[Collected data entries]

/---

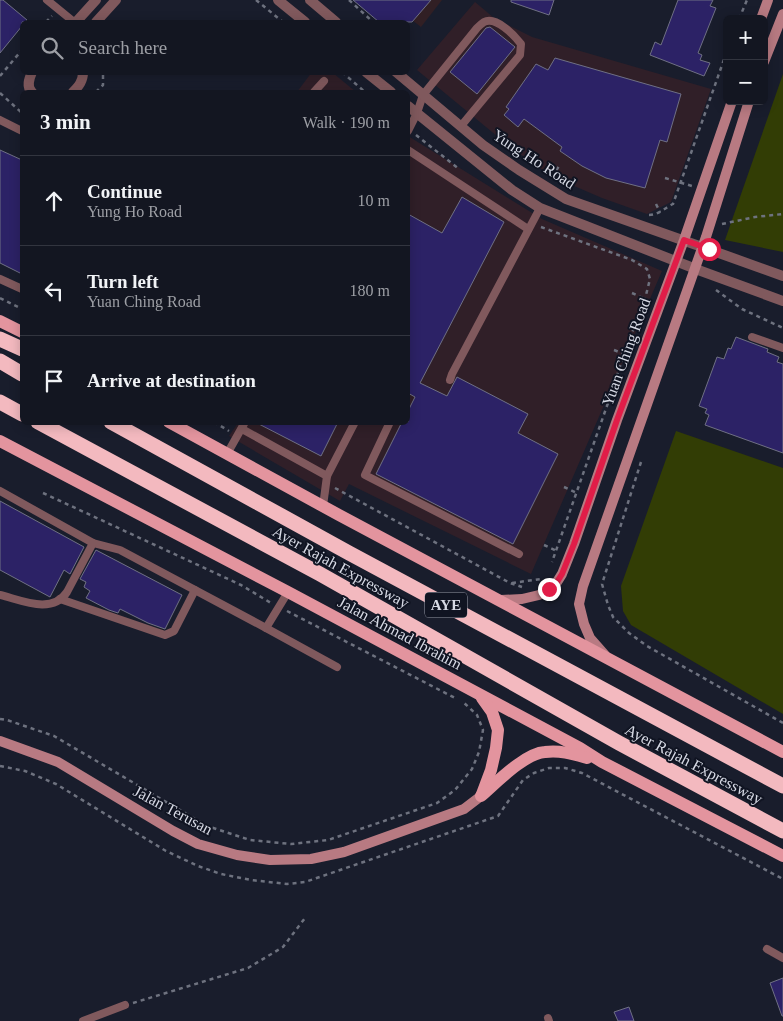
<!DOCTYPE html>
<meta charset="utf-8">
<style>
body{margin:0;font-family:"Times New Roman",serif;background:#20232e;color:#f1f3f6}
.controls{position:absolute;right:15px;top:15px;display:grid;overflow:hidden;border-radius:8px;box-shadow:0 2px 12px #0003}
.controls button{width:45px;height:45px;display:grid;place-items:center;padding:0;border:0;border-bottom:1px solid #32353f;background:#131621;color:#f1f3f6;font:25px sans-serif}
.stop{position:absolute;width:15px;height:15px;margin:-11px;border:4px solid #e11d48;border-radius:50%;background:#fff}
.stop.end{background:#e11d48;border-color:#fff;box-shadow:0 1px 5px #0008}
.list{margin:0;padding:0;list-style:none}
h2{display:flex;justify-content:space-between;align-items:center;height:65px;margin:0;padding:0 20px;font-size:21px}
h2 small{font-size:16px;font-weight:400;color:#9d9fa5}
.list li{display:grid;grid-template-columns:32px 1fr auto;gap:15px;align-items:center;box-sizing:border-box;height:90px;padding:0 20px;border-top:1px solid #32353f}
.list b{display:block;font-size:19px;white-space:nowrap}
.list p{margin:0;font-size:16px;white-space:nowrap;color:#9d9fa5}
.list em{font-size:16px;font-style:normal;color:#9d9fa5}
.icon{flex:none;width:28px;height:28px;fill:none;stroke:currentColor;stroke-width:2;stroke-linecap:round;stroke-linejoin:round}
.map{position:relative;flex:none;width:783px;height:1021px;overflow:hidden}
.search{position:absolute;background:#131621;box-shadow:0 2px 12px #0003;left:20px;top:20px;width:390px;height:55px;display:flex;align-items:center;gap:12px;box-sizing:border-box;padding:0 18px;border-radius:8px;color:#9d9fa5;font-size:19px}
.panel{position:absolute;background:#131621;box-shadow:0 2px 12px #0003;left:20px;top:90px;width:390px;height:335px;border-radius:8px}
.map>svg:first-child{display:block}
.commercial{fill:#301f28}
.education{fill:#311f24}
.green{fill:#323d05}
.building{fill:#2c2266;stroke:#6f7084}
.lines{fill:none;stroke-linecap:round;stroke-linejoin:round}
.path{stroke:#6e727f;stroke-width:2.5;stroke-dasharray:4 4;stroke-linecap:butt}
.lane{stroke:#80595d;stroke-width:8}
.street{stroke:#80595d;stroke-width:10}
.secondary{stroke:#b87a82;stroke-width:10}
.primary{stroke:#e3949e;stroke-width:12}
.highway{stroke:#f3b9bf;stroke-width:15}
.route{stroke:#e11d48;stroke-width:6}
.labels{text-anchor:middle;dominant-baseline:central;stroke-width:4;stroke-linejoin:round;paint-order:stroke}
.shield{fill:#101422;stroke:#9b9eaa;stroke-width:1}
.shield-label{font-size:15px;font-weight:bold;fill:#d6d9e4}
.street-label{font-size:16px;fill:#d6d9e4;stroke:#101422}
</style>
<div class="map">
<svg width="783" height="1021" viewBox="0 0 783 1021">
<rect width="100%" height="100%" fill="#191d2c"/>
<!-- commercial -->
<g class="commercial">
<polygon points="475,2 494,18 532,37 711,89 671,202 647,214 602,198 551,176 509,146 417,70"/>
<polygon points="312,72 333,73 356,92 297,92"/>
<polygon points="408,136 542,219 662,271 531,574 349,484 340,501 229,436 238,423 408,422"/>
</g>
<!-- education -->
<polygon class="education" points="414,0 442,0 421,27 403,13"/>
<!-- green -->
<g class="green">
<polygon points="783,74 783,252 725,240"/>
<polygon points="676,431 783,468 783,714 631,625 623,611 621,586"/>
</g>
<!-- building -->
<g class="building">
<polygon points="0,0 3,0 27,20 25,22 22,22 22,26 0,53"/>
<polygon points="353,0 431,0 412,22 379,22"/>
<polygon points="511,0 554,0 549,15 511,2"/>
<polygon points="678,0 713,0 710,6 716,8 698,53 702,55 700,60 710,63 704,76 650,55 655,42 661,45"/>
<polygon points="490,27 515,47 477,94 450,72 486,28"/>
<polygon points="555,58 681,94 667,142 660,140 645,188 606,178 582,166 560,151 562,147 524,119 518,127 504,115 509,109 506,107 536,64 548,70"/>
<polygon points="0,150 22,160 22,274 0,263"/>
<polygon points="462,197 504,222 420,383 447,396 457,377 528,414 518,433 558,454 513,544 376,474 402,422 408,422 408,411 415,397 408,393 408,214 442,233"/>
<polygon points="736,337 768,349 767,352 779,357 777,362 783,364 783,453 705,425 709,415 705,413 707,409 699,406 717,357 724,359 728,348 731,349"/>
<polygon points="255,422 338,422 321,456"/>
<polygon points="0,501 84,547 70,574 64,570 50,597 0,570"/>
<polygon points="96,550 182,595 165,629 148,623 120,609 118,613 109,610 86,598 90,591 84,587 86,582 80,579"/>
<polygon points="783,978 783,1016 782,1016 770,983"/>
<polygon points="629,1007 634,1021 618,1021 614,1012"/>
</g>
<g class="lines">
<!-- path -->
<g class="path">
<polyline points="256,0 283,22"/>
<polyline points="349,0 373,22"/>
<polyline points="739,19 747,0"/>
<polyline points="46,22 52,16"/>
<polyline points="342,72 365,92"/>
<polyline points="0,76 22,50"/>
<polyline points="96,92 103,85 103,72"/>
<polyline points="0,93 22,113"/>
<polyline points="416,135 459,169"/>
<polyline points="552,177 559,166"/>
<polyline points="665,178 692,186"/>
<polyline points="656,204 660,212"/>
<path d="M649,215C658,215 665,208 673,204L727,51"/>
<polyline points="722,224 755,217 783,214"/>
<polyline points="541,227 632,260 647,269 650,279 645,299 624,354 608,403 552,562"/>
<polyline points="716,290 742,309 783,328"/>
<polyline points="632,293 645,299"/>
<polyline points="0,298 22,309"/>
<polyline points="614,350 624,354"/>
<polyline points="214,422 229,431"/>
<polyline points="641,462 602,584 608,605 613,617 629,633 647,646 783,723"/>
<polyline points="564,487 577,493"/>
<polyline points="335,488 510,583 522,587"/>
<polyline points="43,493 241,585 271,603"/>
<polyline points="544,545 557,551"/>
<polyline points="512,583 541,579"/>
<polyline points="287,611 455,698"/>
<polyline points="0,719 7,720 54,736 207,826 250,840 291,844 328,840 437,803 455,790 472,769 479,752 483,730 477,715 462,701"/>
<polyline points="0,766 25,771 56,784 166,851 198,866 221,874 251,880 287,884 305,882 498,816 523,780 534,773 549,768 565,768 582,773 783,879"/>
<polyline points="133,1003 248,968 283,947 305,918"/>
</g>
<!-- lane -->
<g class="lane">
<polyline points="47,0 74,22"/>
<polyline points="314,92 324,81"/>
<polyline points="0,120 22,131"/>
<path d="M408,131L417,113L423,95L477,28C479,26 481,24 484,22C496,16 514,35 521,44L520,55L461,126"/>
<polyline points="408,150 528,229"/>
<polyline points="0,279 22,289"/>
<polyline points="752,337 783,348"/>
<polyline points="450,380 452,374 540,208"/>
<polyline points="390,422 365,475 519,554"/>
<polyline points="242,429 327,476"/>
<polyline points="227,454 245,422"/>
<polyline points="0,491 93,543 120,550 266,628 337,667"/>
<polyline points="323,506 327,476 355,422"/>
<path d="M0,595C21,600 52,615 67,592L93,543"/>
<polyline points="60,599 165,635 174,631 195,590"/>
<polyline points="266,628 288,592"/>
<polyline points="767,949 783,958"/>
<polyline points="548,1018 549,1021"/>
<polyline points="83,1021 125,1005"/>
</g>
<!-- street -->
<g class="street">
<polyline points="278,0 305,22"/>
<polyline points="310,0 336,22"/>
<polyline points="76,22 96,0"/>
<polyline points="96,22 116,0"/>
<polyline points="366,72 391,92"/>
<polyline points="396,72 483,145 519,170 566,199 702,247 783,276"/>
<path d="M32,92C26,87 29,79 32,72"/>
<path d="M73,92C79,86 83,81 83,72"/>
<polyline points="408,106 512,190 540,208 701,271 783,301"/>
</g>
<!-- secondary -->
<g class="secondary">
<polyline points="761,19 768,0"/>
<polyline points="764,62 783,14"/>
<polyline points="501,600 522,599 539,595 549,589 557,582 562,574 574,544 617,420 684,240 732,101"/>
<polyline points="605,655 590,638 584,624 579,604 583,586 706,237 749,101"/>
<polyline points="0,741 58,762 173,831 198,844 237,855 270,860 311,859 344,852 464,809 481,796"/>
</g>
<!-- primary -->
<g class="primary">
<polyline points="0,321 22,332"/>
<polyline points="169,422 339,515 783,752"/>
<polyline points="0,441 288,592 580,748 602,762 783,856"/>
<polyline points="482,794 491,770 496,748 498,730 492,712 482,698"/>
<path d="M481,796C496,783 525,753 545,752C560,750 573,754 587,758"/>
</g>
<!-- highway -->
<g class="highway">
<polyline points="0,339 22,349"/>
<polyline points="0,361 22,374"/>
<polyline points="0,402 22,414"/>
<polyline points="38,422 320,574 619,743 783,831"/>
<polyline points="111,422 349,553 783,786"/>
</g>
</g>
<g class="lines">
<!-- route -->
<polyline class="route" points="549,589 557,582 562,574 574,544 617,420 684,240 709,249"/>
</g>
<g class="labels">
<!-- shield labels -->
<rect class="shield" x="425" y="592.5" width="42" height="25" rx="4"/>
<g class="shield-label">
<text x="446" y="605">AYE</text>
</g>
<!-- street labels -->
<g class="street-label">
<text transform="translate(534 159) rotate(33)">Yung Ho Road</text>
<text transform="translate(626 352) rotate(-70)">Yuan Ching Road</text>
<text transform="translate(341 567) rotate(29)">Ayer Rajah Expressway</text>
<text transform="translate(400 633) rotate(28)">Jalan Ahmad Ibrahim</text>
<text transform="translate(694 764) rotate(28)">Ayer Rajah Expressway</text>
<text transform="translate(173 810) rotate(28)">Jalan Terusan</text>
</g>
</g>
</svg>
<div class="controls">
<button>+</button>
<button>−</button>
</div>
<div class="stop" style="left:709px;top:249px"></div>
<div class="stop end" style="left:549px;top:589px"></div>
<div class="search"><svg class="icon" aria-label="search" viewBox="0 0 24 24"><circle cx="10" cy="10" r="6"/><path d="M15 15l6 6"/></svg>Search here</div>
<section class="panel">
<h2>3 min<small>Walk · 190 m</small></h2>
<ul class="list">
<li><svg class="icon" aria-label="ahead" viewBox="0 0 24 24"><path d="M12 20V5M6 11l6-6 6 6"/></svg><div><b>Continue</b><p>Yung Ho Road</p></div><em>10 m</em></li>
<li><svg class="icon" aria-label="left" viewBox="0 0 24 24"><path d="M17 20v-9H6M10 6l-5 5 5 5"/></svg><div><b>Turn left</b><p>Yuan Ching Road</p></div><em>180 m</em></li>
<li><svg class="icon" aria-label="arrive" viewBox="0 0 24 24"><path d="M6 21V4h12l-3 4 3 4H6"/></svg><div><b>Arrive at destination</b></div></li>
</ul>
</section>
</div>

\---

# Try it
Only the lines above that include the word "linecap" belong in the answer; copy each one.

# Solution
.icon{flex:none;width:28px;height:28px;fill:none;stroke:currentColor;stroke-width:2;stroke-linecap:round;stroke-linejoin:round}
.lines{fill:none;stroke-linecap:round;stroke-linejoin:round}
.path{stroke:#6e727f;stroke-width:2.5;stroke-dasharray:4 4;stroke-linecap:butt}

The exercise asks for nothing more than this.